## Provided records
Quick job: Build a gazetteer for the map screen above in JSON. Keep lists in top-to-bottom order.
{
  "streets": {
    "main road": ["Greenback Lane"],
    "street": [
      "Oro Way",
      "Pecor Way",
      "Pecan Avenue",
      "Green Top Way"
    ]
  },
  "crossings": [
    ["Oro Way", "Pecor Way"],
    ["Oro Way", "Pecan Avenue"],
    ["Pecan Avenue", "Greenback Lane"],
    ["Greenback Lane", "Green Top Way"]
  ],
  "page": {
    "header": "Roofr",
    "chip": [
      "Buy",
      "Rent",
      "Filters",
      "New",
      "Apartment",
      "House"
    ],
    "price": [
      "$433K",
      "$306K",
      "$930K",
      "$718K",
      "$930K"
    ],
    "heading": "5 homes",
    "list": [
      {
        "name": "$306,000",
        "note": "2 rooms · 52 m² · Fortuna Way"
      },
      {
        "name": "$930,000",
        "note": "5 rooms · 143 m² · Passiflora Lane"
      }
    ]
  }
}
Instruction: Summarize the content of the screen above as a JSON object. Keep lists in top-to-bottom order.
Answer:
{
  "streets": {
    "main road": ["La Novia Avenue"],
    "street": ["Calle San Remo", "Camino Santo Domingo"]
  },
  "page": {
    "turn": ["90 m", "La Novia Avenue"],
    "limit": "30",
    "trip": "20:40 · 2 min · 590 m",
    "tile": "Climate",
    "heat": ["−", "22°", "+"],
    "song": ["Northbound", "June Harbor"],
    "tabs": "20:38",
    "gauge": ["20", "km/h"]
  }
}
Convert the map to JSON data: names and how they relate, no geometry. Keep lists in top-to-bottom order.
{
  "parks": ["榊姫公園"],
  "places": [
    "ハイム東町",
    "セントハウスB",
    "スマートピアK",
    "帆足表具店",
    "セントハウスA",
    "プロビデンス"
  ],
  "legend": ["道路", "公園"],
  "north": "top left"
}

## What the exercise asks
Set down the entire material again, exactly as it stands.

## Answer below
Quick job: Build a gazetteer for the map screen above in JSON. Keep lists in top-to-bottom order.
{
  "streets": {
    "main road": ["Greenback Lane"],
    "street": [
      "Oro Way",
      "Pecor Way",
      "Pecan Avenue",
      "Green Top Way"
    ]
  },
  "crossings": [
    ["Oro Way", "Pecor Way"],
    ["Oro Way", "Pecan Avenue"],
    ["Pecan Avenue", "Greenback Lane"],
    ["Greenback Lane", "Green Top Way"]
  ],
  "page": {
    "header": "Roofr",
    "chip": [
      "Buy",
      "Rent",
      "Filters",
      "New",
      "Apartment",
      "House"
    ],
    "price": [
      "$433K",
      "$306K",
      "$930K",
      "$718K",
      "$930K"
    ],
    "heading": "5 homes",
    "list": [
      {
        "name": "$306,000",
        "note": "2 rooms · 52 m² · Fortuna Way"
      },
      {
        "name": "$930,000",
        "note": "5 rooms · 143 m² · Passiflora Lane"
      }
    ]
  }
}
Instruction: Summarize the content of the screen above as a JSON object. Keep lists in top-to-bottom order.
Answer:
{
  "streets": {
    "main road": ["La Novia Avenue"],
    "street": ["Calle San Remo", "Camino Santo Domingo"]
  },
  "page": {
    "turn": ["90 m", "La Novia Avenue"],
    "limit": "30",
    "trip": "20:40 · 2 min · 590 m",
    "tile": "Climate",
    "heat": ["−", "22°", "+"],
    "song": ["Northbound", "June Harbor"],
    "tabs": "20:38",
    "gauge": ["20", "km/h"]
  }
}
Convert the map to JSON data: names and how they relate, no geometry. Keep lists in top-to-bottom order.
{
  "parks": ["榊姫公園"],
  "places": [
    "ハイム東町",
    "セントハウスB",
    "スマートピアK",
    "帆足表具店",
    "セントハウスA",
    "プロビデンス"
  ],
  "legend": ["道路", "公園"],
  "north": "top left"
}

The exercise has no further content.